Sept ans après la fin de l'opération Mare Nostrum, SOS MEDITERRANEE demande toujours qu'un dispositif européen de recherche et de sauvetage efficace, conforme au droit et répondant à des valeurs d'humanité, soit rétabli de toute urgence. Cela passe par le retour à une coordination efficace, rapide et non-exclusive, dans le plein respect du droit maritime, entre les autorités maritimes et tous les navires présents en mer. Le rétablissement d'une flotte européenne de recherche et de sauvetage est la seule option. L'Europe ne peut plus rester passive face à des naufrages récurrents alors qu'elle soutient sciemment un système d'abus inqualifiables en cautionnant les retours forcés en Libye.
« Europe, nous sommes tes citoyens et nous avons vu le pire cette semaine. Il nous reste l'espoir que tout cela ne sera pas vain. Nous avons besoin d'une intervention humaine répondant à des valeurs d'humanité pour que cesse immédiatement cette catastrophe » a encore déclaré Sophie Beau.
*Le nom a été changé.
Note
Le 27 avril, l'équipe de l'Ocean Viking a porté secours à 236 hommes, femmes et enfants de deux embarcations pneumatiques en détresse dans les eaux internationales de la zone de recherche et de sauvetage libyenne.
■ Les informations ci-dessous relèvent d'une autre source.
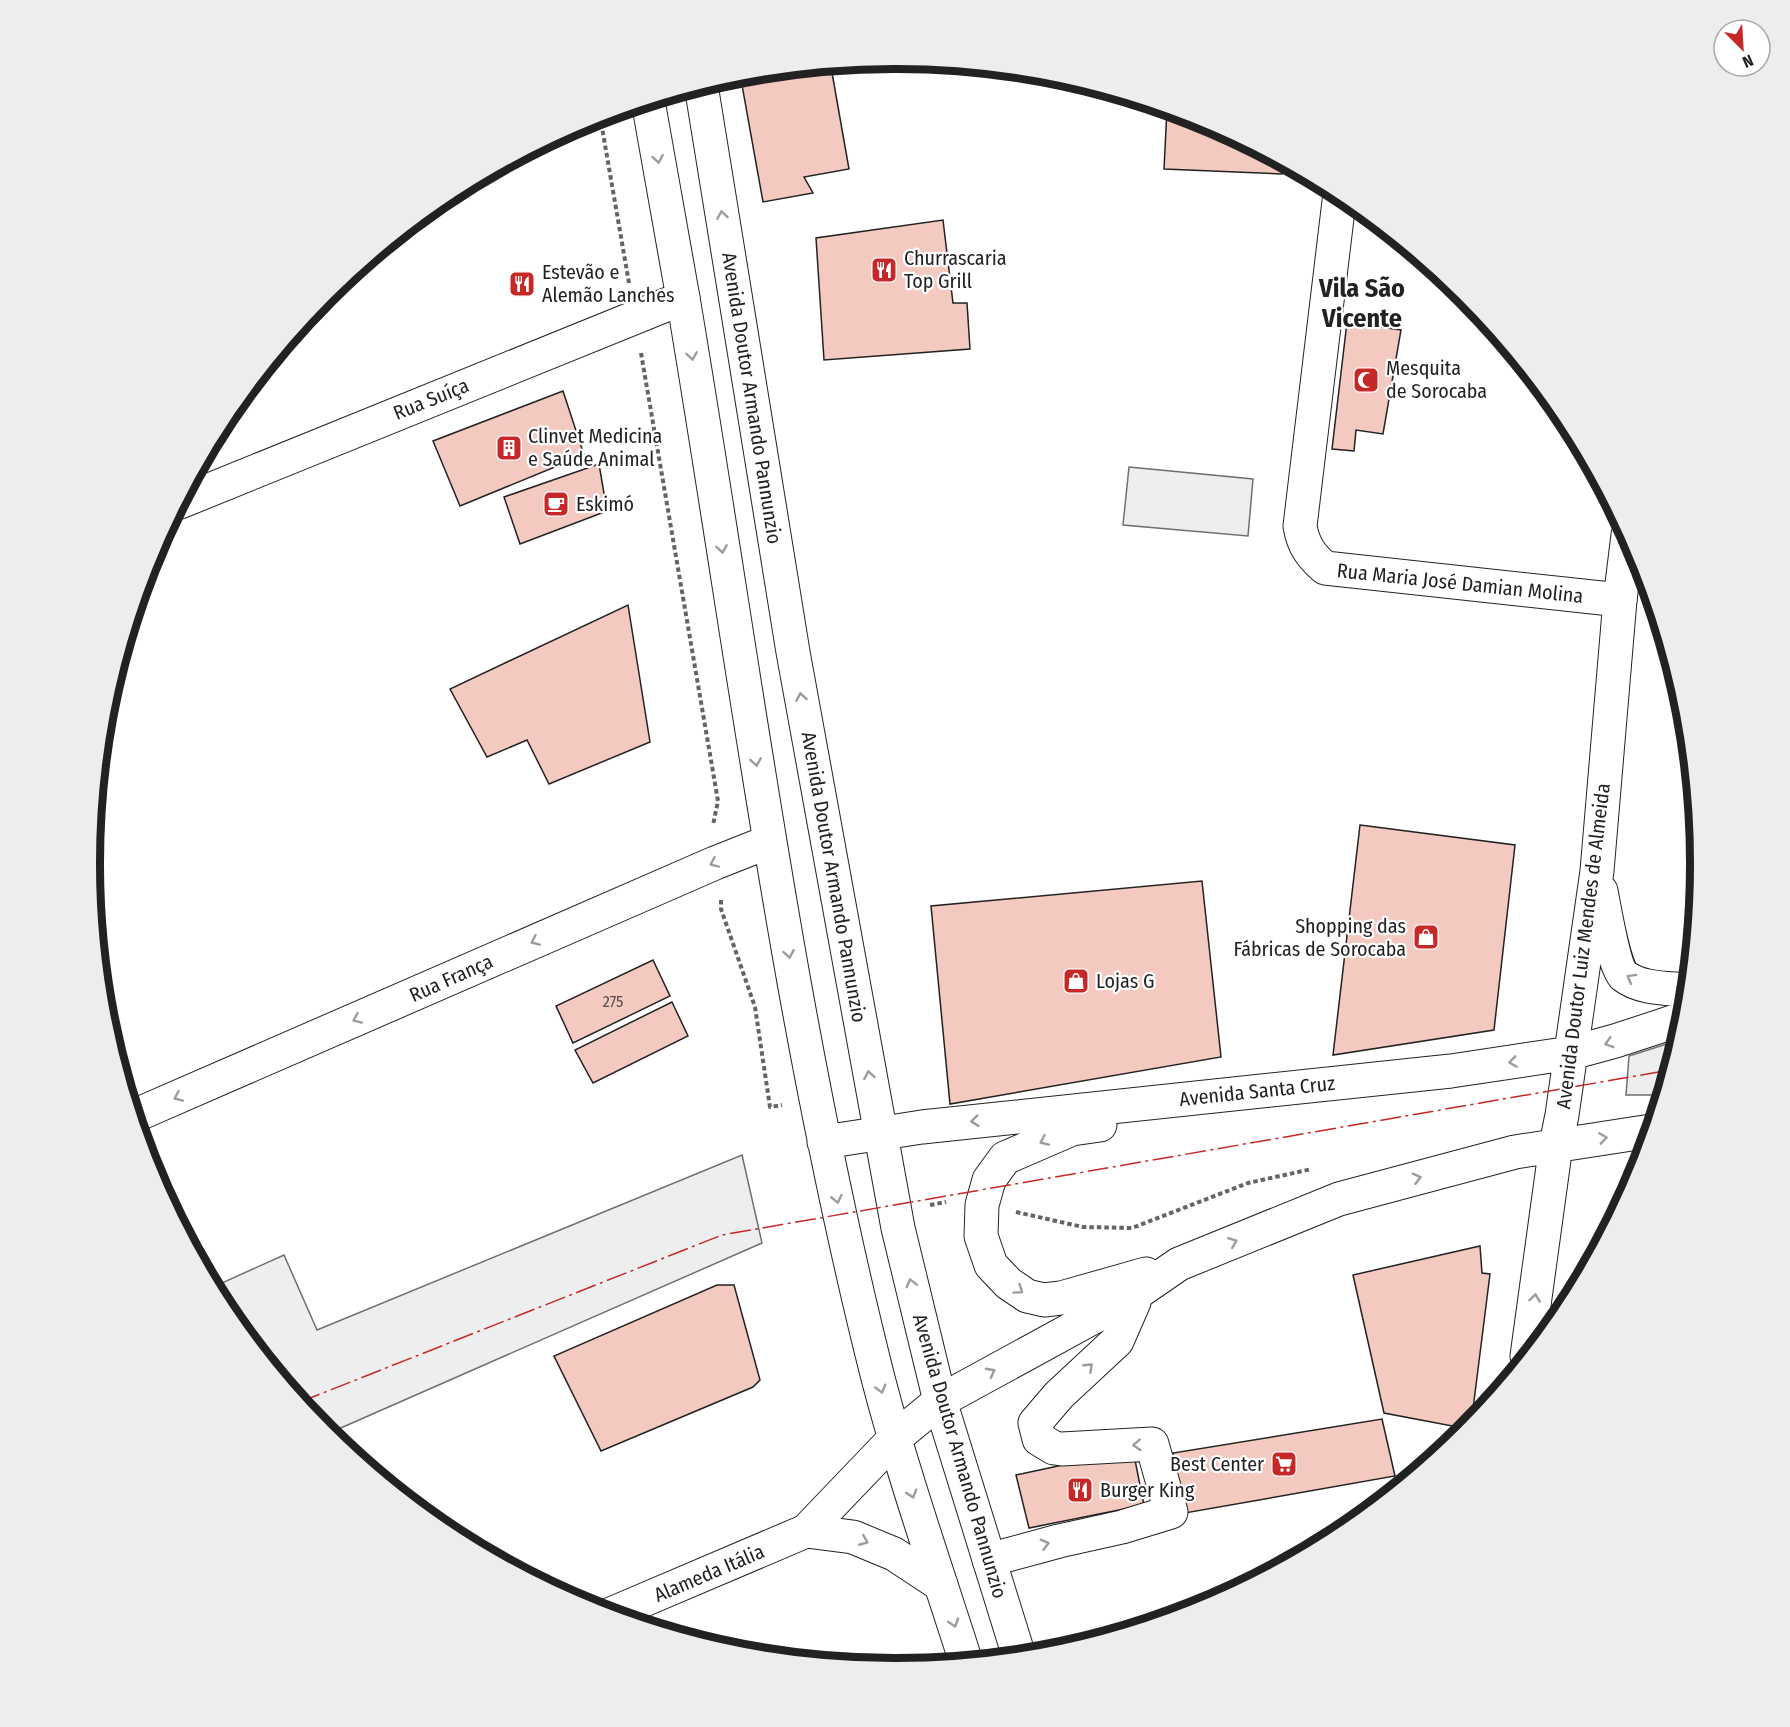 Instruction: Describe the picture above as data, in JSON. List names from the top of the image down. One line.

Quelques jours avant l'opération de sauvetage, le 22 avril, l'équipe avait été témoin des conséquences d'un effroyable naufrage qui a fait 130 victimes, toujours dans la zone de recherche et de sauvetage libyenne. Une douzaine de cadavres ont été vus par l'équipe à bord de l'Ocean Viking. Dans les heures qui ont précédé la découverte des restes du naufrage, aucune information n'a été communiquée par les autorités compétentes à l'Ocean Viking, seul navire de sauvetage humanitaire alors présent dans la zone. Aucun centre de coordination des secours maritimes n'a assuré une coordination efficace du cas de détresse. Ce n'est qu'après-coup que l'agence européenne de garde-frontières et de garde-côtes Frontex a révélé que c'était l'un de ses avions de patrouille qui avait lancé deux appels MAYDAY pour le bateau en détresse. Trois navires marchands et l'Ocean Viking, navire de sauvetage civil, se sont coordonnés entre eux dans la zone pour organiser la recherche de survivant.e.s. Nos appels de soutien et de coordination sont une nouvelle fois restés sans réponse.
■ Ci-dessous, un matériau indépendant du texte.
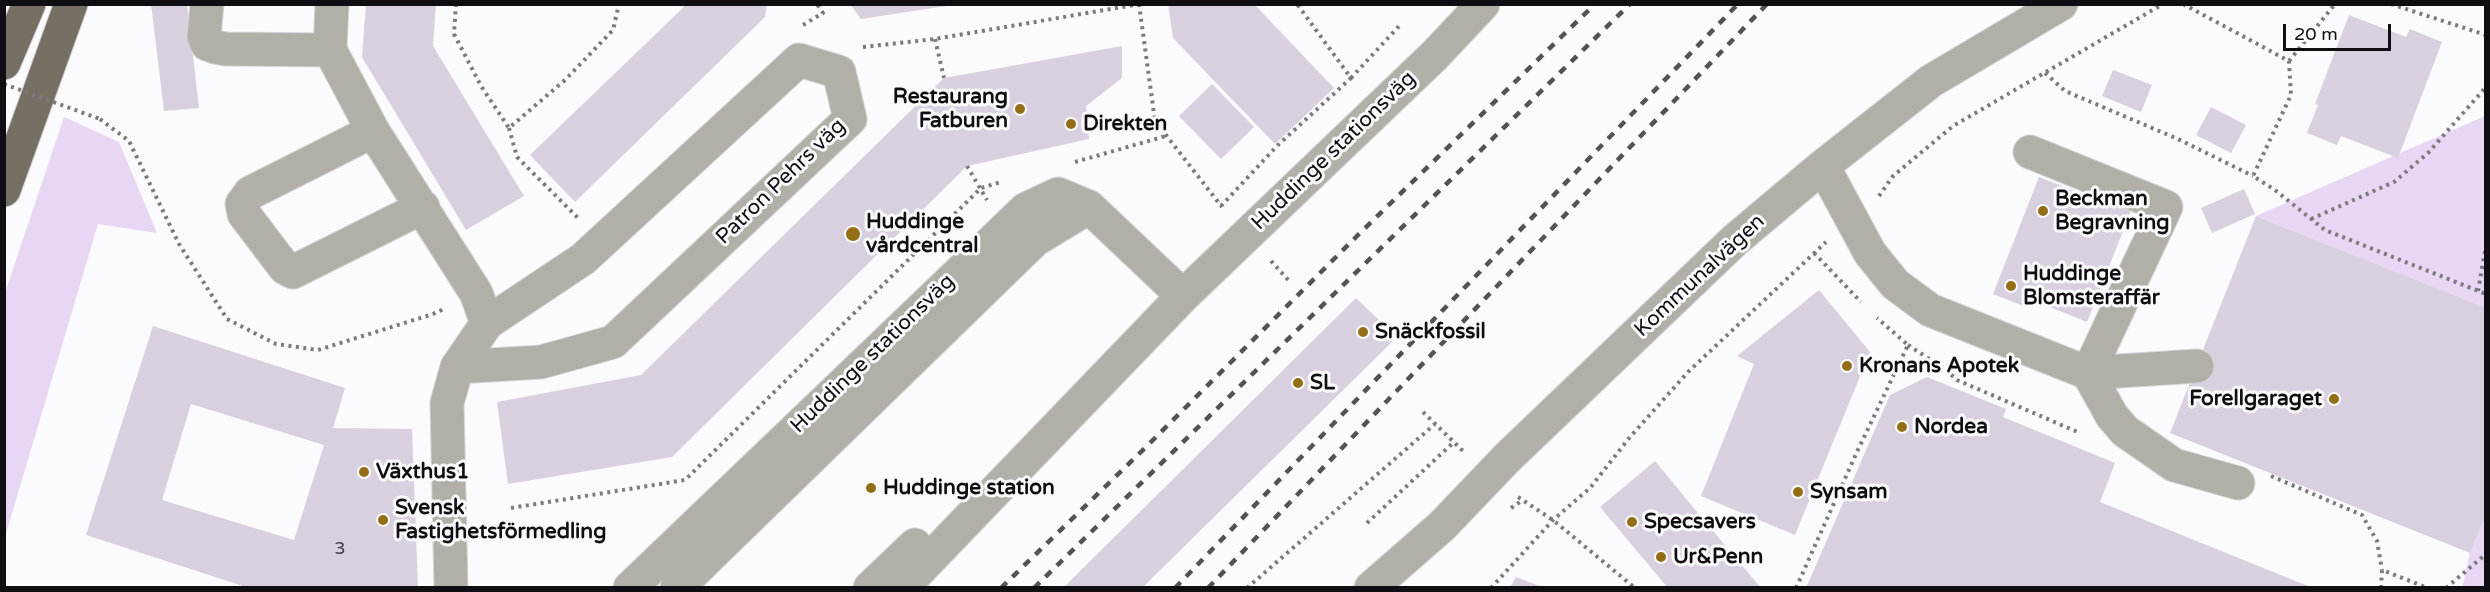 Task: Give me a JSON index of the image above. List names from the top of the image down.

Le 28 avril, les garde-côtes libyens ont intercepté deux embarcations en détresse à proximité de l'Ocean Viking, sous les yeux des personnes rescapées et de l'équipe à bord. L'Organisation internationale pour les migrations (OIM) a confirmé que plus de 100 personnes ont été renvoyées de force en Libye. Selon un porte-parole de l'OIM, toutes ces personnes ont été emmenées dans des centres de détention, y compris les femmes et les enfants.